**TASK ITEM**. Go through the material line by line and copy each one with the word "yChannelSelector".

===============

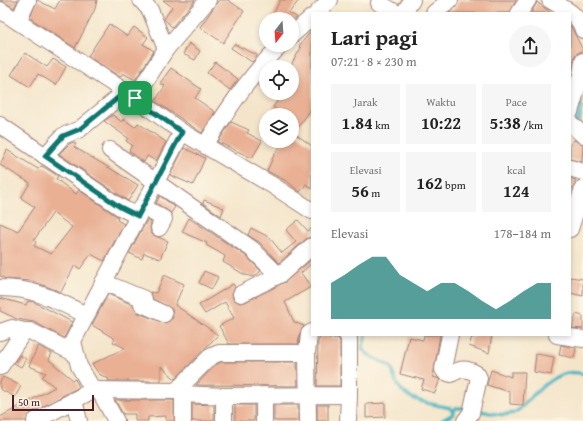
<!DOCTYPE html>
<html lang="id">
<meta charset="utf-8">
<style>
:root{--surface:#fff;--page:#f6f6f6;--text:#222;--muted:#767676;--accent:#0f766e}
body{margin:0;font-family:"Gentium Book Plus",serif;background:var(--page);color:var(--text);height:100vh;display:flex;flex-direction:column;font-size:15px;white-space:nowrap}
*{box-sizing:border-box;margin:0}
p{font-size:13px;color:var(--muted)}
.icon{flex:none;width:22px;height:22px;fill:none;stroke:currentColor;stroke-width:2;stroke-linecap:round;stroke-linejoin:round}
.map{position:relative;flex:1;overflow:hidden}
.panel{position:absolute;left:311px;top:12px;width:260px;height:324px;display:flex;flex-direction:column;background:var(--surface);border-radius:0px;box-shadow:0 2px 6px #0003}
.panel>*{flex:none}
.needle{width:26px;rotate:197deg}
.buttons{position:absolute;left:259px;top:12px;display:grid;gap:8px}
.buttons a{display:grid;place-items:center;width:40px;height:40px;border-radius:50%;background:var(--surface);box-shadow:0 2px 6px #0003;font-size:20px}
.scale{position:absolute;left:12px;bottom:10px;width:82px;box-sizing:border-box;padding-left:4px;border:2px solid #4a1f2b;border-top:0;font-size:11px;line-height:14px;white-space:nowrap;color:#4a1f2b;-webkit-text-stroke:3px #fcf5e5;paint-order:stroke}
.pin{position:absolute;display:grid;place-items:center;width:34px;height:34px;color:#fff;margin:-17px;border-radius:8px;box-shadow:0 2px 6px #0006}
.round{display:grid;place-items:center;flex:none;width:42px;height:42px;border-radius:21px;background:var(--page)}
.overview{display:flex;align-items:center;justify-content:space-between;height:68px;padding:0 20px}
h1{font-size:22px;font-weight:700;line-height:30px}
.figures{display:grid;grid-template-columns:repeat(3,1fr);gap:6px;height:68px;padding:4px 20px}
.figures div{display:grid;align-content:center;border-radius:0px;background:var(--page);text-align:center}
.figures b{font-size:17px;font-weight:700}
.figures small{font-size:11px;font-weight:400}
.figures p{font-size:11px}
.chart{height:112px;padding:8px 20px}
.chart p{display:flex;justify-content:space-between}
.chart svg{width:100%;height:72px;margin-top:4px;fill:var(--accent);opacity:.7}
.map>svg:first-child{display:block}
.built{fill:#eed7bb}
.water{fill:#46b4c0;stroke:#486a76}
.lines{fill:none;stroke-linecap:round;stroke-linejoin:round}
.stream{stroke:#46b4c0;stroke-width:3.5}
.building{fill:#e9b094;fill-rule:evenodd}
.minor-casing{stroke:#9f827a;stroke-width:18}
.minor{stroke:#fff;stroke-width:16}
.route-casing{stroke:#fff;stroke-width:8}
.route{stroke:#0f766e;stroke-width:5}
</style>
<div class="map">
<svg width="583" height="421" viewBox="0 0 583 421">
<rect width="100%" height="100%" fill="#fcf5e5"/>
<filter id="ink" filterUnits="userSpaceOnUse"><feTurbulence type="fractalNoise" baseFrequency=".025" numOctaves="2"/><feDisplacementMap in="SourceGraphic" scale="8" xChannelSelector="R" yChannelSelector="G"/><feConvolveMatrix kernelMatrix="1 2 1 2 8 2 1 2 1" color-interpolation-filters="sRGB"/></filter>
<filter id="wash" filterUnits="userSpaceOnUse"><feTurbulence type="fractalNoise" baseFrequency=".012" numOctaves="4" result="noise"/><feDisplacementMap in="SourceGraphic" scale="16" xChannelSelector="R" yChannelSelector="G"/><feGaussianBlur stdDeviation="0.9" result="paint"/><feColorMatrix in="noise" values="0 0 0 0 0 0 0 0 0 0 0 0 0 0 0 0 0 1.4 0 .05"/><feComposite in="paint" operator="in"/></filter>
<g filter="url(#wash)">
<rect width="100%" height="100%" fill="#f4e5ca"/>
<!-- built -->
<g class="built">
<path d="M 576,0 L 583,0 L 583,20 L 571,7 Z"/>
<path d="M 312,153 L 312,206 L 283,187 Z"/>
</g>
<!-- water -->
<path class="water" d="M 583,100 L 580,127 L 574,127 L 576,102 Z"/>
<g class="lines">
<!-- stream -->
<g class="stream">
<path d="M 366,335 L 362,349 C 370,359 382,360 392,368 C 397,401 423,402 450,408 L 453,412 L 453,414 L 441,421"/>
<path d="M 476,410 C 487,412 502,417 513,413 C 521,410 524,404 529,399 C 544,385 561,367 583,374"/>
<path d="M 453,412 L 456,408 L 468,408"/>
</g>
</g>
<g id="blocks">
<!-- building -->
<g class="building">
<path d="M 0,0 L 18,0 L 14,8 Z"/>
<path d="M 37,0 L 55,9 L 60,0 L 97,0 L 95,9 L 75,48 L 30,18 Z"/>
<path d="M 163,0 L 195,0 L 172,27 L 164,19 L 172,7 Z"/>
<path d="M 219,0 L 228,0 L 244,11 L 223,43 L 200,27 Z"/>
<path d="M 280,0 L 299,0 L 289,13 L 297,17 L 296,19 L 271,19 Z"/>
<path d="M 459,0 L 516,0 L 510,13 L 449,13 L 456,7 Z"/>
<path d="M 537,2 L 551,13 L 531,13 Z"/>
<path d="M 109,24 L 127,36 L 134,27 L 148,37 L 143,44 L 154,51 L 135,80 L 123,73 L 120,77 L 88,56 Z"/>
<path d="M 570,25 L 583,50 L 575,55 L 570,79 Z"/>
<path d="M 312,30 L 312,108 L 294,133 L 312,146 L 312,189 L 306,184 L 300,192 L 288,182 L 267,171 L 274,155 L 284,141 L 292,141 L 292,115 L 285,115 L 273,107 L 283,93 L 292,93 L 292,63 L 301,48 L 299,46 Z"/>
<path d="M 189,43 L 200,51 L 195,60 L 183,54 Z"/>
<path d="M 234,44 L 257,55 L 255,59 L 252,62 L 231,48 Z"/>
<path d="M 25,53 L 47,67 L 53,59 L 66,67 L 56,85 L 38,74 L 30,87 L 11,75 Z"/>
<path d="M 215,62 L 238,79 L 230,90 L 207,73 Z"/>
<path d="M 171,68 L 201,89 L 195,98 L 215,112 L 202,133 L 155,101 L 165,86 L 160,83 Z"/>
<path d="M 266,75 L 266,91 L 258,85 Z"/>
<path d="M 113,115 L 122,122 L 123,119 L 135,127 L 138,123 L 166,142 L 156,161 L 147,156 L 144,162 L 129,151 L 132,145 L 126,141 L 128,138 L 104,121 Z"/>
<path d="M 231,122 L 249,130 L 247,133 L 262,141 L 252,158 L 218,142 Z"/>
<path d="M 574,140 L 583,144 L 582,162 L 570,159 L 570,145 Z"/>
<path d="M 73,142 L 76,144 L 74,147 L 138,185 L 128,201 L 59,154 L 69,144 Z"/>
<path d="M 184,148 L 205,158 L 193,185 L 170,175 Z"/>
<path d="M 7,150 L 38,169 L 41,166 L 44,167 L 58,176 L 56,179 L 76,194 L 79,190 L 118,217 L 117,220 L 124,224 L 104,261 L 91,254 L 80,269 L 75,265 L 61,292 L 32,281 L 6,279 L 0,276 L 0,223 L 18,231 L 35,207 L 21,198 L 30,183 L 0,165 ZM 53,213 L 72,227 L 51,254 L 34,246 L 36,242 L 34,240 Z"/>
<path d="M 570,178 L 576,180 L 570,193 Z"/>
<path d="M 160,196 L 175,207 L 171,213 L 156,203 Z"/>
<path d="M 204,200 L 224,208 L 221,216 L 203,203 Z"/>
<path d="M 189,218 L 246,256 L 261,271 L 254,277 L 245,275 L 223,262 L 225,256 L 206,245 L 207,243 L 182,232 Z"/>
<path d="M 147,220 L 151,222 L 150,228 L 151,233 L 155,236 L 168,241 L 160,259 L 144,253 L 142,259 L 129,253 Z"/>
<path d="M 298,220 L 308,231 L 312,228 L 312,237 L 306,239 L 279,263 L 259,242 L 248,235 L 251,228 L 269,237 L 282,253 L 296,242 L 286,230 Z"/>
<path d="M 312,259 L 312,263 L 301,273 L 311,287 L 285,302 L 294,322 L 304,326 L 300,333 L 298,344 L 229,344 L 219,326 L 234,318 L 225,302 L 205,314 L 199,305 L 233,284 L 235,287 L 232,293 L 233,299 L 240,303 L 245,302 L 285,282 Z"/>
<path d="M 204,271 L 218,277 L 212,289 L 199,283 Z"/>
<path d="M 164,275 L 184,284 L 175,305 L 218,335 L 175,379 L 161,366 L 161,381 L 108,381 L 109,379 L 99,374 L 92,364 L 125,348 L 113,342 L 115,339 L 92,325 L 108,294 L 133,305 L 138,313 L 165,323 L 173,318 L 172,309 L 153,299 L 150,292 L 156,293 Z"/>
<path d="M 570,277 L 583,279 L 583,296 L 570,293 Z"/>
<path d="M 0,298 L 26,305 L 28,301 L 34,302 L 72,322 L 64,338 L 34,322 L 17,319 L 0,311 Z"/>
<path d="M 576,314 L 583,316 L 583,329 L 572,328 Z"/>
<path d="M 321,335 L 329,335 L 329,338 L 338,338 L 340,341 L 340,386 L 317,386 L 318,342 Z"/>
<path d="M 424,335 L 440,335 L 433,377 L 440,379 L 435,393 L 421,389 L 424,380 L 400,374 L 409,337 L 423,340 Z"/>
<path d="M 475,335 L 492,335 L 489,353 L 469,346 L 472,337 L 474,338 Z"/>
<path d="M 561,345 L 576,348 L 574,358 L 559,355 Z"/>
<path d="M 38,346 L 52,353 L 49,360 L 73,380 L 75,379 L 79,387 L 31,413 L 26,421 L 0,421 L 0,417 L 55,387 L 42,377 L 46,373 L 29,366 Z"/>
<path d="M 536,354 L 554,357 L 551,375 L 534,372 Z"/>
<path d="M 20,355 L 26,359 L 21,367 L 14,363 Z"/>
<path d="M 221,362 L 297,362 L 298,386 L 196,385 L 215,365 Z"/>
<path d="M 491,370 L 511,377 L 511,372 L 525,372 L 523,405 L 510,404 L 510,392 L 487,385 Z"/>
<path d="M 3,377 L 21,386 L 15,397 L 0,389 L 0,382 Z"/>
<path d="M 115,400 L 174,400 L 174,421 L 166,421 L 166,416 L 148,417 L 148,421 L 135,421 L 135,414 L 123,414 Z"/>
<path d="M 385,403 L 385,417 L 366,418 L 366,404 Z"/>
<path d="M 192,404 L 214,405 L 214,421 L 192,421 Z"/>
<rect x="235" y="405" width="19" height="16"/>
<rect x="274" y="405" width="24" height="16"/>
<rect x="317" y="405" width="11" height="16"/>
</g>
</g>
</g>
<g filter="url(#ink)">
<use href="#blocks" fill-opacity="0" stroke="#9f827a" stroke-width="1"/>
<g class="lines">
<defs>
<g id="minor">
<path d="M 141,0 L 150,10 L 166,49"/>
<path d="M 550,0 C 563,8 579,14 583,30"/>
<path d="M 379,3 L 396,13"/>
<path d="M 0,10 L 135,98 L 182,132 L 272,185 L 312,211"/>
<path d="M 317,13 L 330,0"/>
<path d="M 404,13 L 412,0"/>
<path d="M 434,13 L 450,0"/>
<path d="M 519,13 L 528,0"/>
<path d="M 18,22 L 28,0"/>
<path d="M 292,35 L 312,17"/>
<path d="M 135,98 L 166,49 L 208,0"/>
<path d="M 570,112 L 581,75 L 583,61"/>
<path d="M 570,123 L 583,135"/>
<path d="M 0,125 L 120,207 L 137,216"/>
<path d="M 205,145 C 229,108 249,76 281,45"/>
<path d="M 110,150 L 252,249 L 278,275"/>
<path d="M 45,156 L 63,136 L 80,129 L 125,92"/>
<path d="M 570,168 L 583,172"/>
<path d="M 142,206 L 164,219 L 159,228"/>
<path d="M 570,229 L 583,188"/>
<path d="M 103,282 L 144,299 L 142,304 L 164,314"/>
<path d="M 0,288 C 35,288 56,300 86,315"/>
<path d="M 241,294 L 281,274 L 312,246"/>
<path d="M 0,332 L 12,328 L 24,331"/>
<path d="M 450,335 L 443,369 L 445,372 L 451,374 C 461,368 467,368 477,374 L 479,378 L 471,413 L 465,421"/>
<path d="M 557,335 L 583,339"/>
<path d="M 0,367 L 24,331 L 30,331 L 74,353"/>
<path d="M 93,390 L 79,366 L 73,341 L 182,132"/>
<path d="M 99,390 L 116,421"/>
<path d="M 176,391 L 210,357 L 219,353 L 307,353"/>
<path d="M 183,394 L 183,421"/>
<path d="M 264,395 L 264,421"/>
<path d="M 74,400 L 79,421"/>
<path d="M 35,421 L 93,390 L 176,391 L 183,394 L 224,396 L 349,395 L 349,338 L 347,335"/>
<path d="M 224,421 L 224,396"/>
<path d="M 308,421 L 307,353 L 309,334 L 312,332"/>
<path d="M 348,421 L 349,395"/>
</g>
</defs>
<!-- minor casing -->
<use href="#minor" class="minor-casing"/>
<!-- minor -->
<use href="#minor" class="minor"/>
</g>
</g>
<g class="lines" filter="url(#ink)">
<defs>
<path id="route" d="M 125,92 L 182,132 L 138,216 L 120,207 L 45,156 L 63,136 L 80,129 Z"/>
</defs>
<!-- route casing -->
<use href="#route" class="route-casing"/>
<!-- route -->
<use href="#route" class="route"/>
</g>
</svg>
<div class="buttons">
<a><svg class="needle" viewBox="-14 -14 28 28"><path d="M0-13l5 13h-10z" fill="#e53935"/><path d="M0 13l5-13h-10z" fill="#767676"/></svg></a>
<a><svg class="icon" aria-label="locate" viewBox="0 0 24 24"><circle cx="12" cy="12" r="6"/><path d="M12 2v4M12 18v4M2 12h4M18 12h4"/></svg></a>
<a><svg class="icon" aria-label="layers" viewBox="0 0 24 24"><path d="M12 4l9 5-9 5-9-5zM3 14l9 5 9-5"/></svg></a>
</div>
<div class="scale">50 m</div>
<div class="pin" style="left:135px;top:98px;background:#1e9e55"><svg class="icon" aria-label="arrive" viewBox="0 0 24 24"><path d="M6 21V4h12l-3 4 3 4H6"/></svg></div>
<section class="panel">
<div class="overview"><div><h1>Lari pagi</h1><p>07:21 · 8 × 230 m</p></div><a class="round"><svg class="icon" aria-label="share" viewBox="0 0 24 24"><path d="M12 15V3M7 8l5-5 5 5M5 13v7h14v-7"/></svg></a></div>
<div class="figures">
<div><p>Jarak</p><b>1.84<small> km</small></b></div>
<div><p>Waktu</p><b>10:22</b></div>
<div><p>Pace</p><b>5:38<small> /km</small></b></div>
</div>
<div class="figures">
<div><p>Elevasi</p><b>56<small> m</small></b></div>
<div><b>162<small> bpm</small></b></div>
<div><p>kcal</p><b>124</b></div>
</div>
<div class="chart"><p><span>Elevasi</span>178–184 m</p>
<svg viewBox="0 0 160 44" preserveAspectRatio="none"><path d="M0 44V22L10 17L20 11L30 6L40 6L50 17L60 22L70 27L80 22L90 22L100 27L110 33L120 38L130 33L140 27L150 22L160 22V44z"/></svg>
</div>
</section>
</div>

===============

**WORKED SOLUTION**.
<filter id="ink" filterUnits="userSpaceOnUse"><feTurbulence type="fractalNoise" baseFrequency=".025" numOctaves="2"/><feDisplacementMap in="SourceGraphic" scale="8" xChannelSelector="R" yChannelSelector="G"/><feConvolveMatrix kernelMatrix="1 2 1 2 8 2 1 2 1" color-interpolation-filters="sRGB"/></filter>
<filter id="wash" filterUnits="userSpaceOnUse"><feTurbulence type="fractalNoise" baseFrequency=".012" numOctaves="4" result="noise"/><feDisplacementMap in="SourceGraphic" scale="16" xChannelSelector="R" yChannelSelector="G"/><feGaussianBlur stdDeviation="0.9" result="paint"/><feColorMatrix in="noise" values="0 0 0 0 0 0 0 0 0 0 0 0 0 0 0 0 0 1.4 0 .05"/><feComposite in="paint" operator="in"/></filter>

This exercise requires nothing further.